And once again, I’m ill at ease with my blatantly sexist choice of party members—Cloud, Barret and Red XIII—if for no other reason than I am bending to a system that presupposes their superiority—which is, in fact, a pretty damning argument against me.

Cloud is the protagonist, so he’s obviously a guy and the de facto party leader for (almost) the entire game. I couldn’t swap him out of my core party if I wanted to, but even if I could, I doubt that I would. He’s the only character with a weapon that has three, triple-growth materia slots, where two of those slots are linked. Also, his limit breaks kick ass.

If you don’t know the game, all you need to know about that nonsense is that it’s good.

Cloud’s basically like the Ryu (or Ken) of Midgar.

That analogy did not help my case, did it?

Fuck.

Barret is like Mr. T, except that instead of wearing a hilarious amount of gold he has a minigun for an arm. Which is to say he’s an awesomer version of Mr. T. Practically speaking, the gun gives him range. He takes less damage while dealing just as much. Impractically speaking, it’s totally fucking badass.

Mr. T.

No gold.

Gun arm.

Did I mention that he’s also a single dad with a heart of gold?

He’s that, too.

Plus, he’s a hugely central character. In the initial stages of the game he does more to drive the plot than anyone. Cloud is only willing to play for pay at that point, and Barret’s the one that pays him. Without really diving into the narrative, in a very real sense the game and its heroes never stray from Barret’s original mission to save the planet. They merely adjust the strategy for achieving his goal, admittedly out of necessity.

Barret is a lock.

Red XIII is a dark horse. I’ve never been entirely certain if he’s supposed to be canine or feline. I guess he’s kind of both, making him an enigmatic, wolfpanther™ shaman. Apart from limit breaks that don’t suck, Red doesn’t have any specific tangible advantage over many of the other characters. He relies solely on his superficial coolness to make the cut.

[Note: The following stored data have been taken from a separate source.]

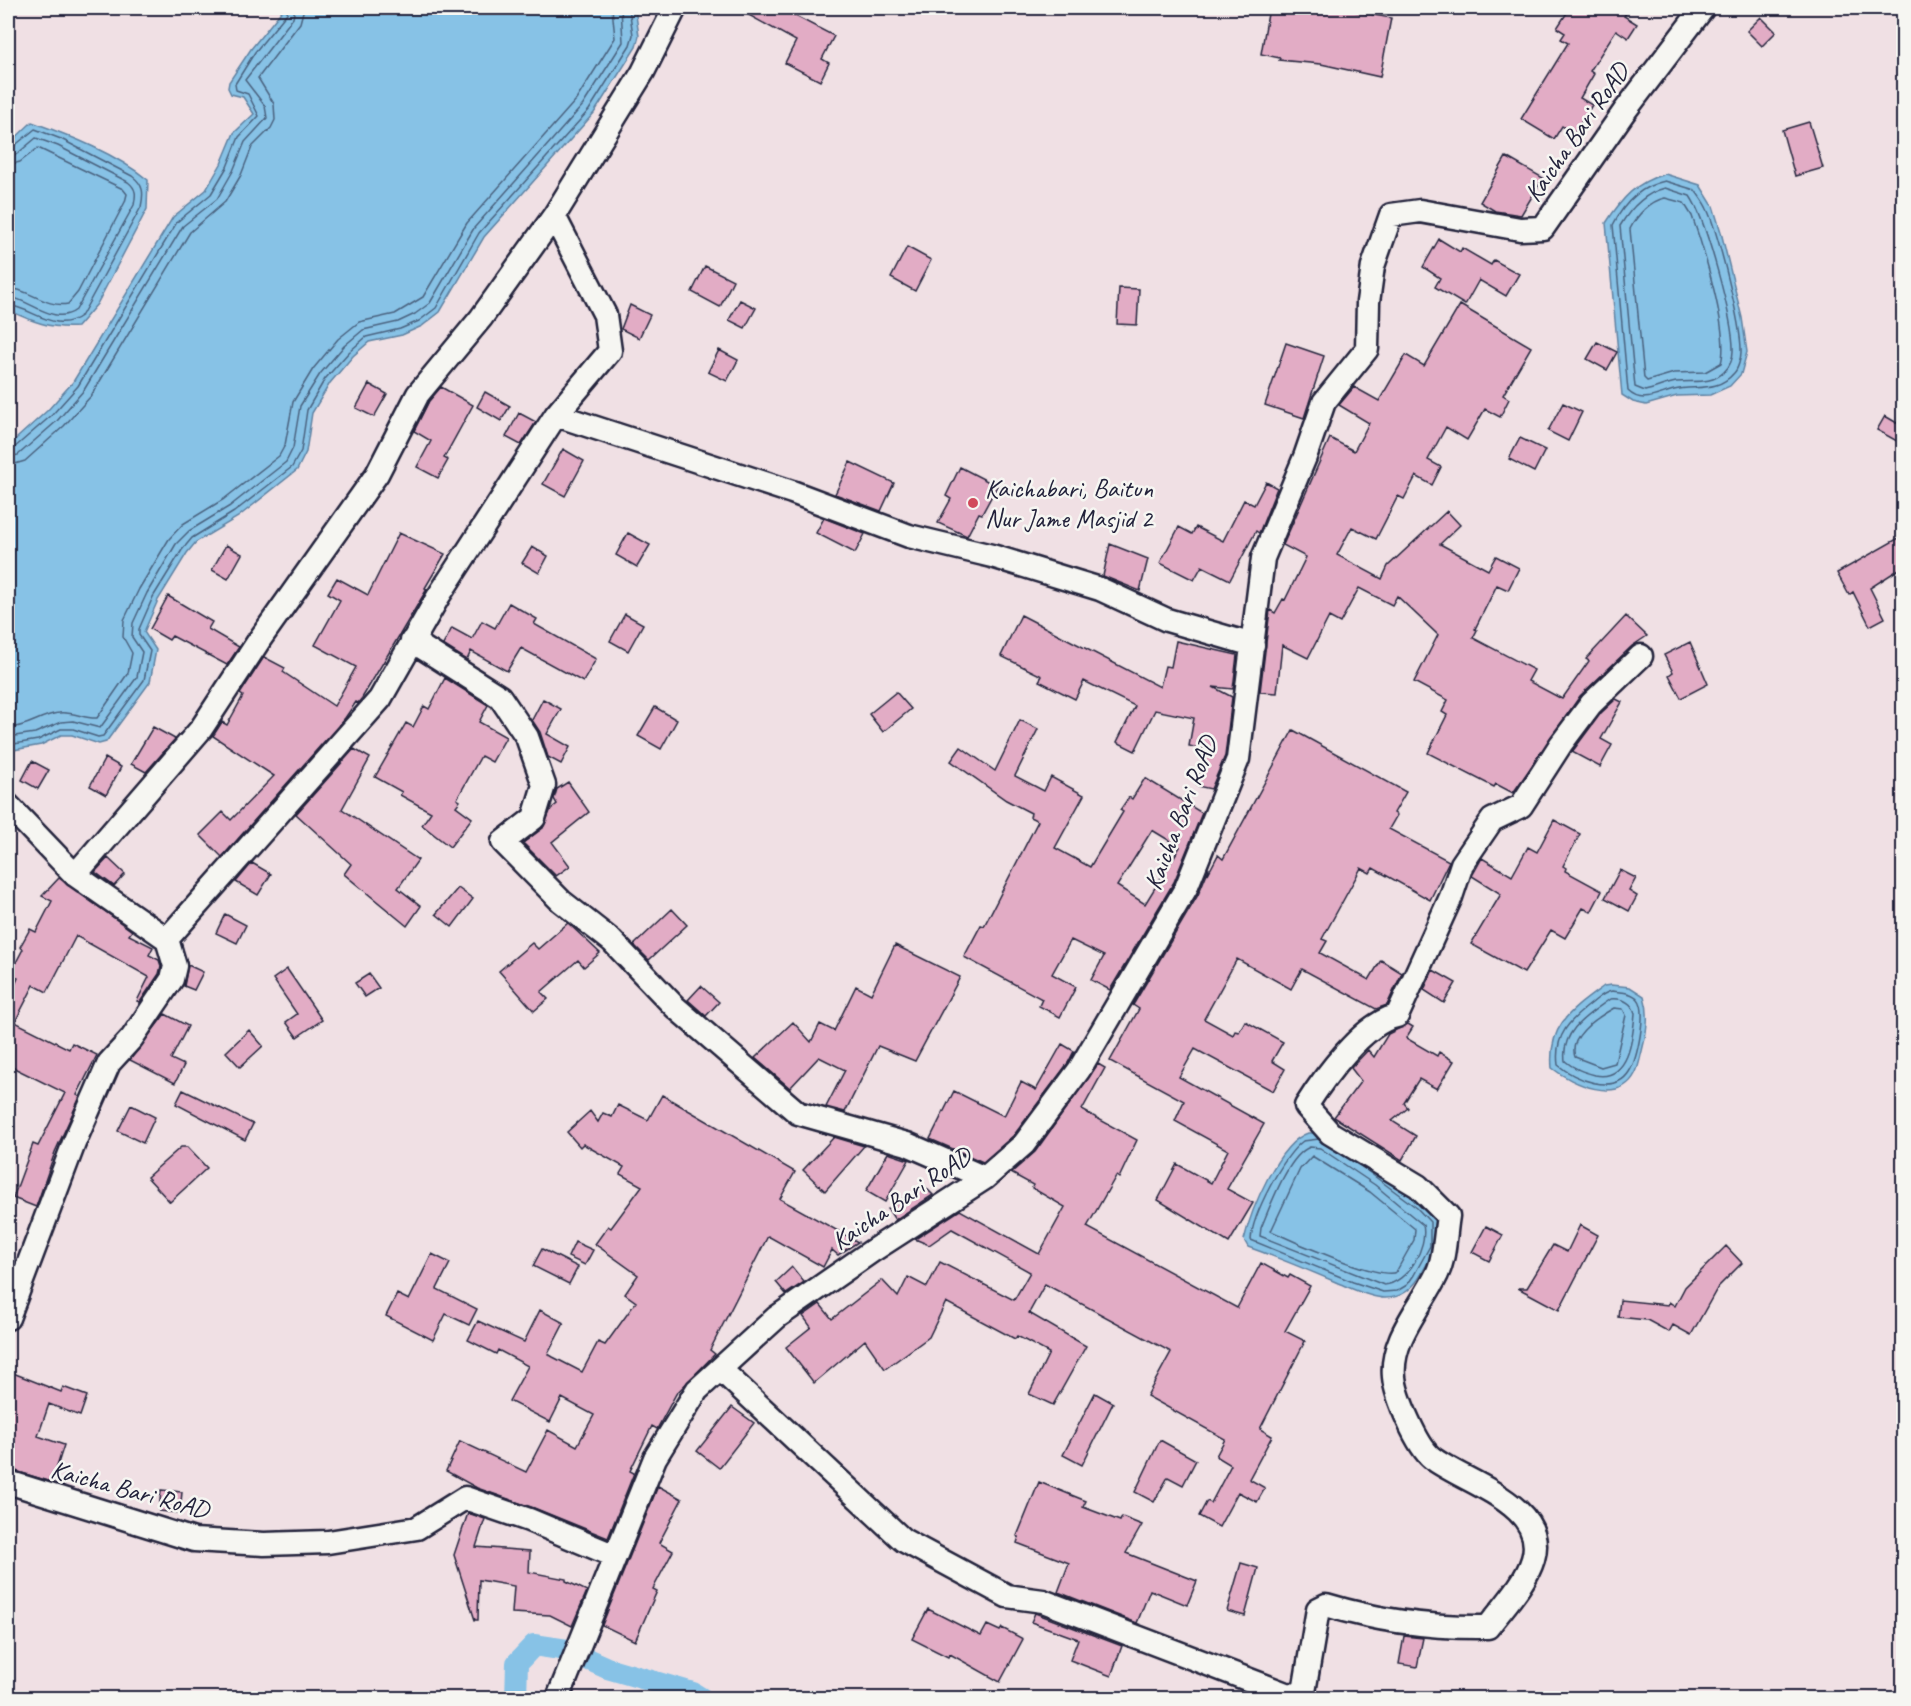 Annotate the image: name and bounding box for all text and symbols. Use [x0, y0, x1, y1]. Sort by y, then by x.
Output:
street label: Kaicha Bari RoAD [1517, 54, 1638, 208]
place label: Kaichabari, Baitun Nur Jame Masjid 2 [985, 472, 1155, 535]
marker: Kaichabari, Baitun Nur Jame Masjid 2 [966, 496, 980, 510]
street label: Kaicha Bari RoAD [1136, 729, 1226, 895]
street label: Kaicha Bari RoAD [825, 1138, 980, 1257]
street label: Kaicha Bari RoAD [47, 1453, 215, 1527]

His tail is constantly on fire.

And, as I am about to illustrate, most of the other characters have some pretty glaring flaws, especially the ladies.

I don’t point this out because I’m trying to be a chauvinistic asshole. Honestly, I’m sick of pretending like everything’s cool, and that somewhere along the way the game’s creators didn’t sabotage the female characters.

When I began this piece, I planned to argue that I would select Aeris as a permanent member of my core party if it weren’t for, you know, that thing that happens. But this is just me twisting tragedy to my own nefarious ends.

Plainly, Aeris is a terrible choice.

Her physical attacks are almost useless, and maintaining a good stock of items is as strategically effectively as relying on her limit breaks, if not more so.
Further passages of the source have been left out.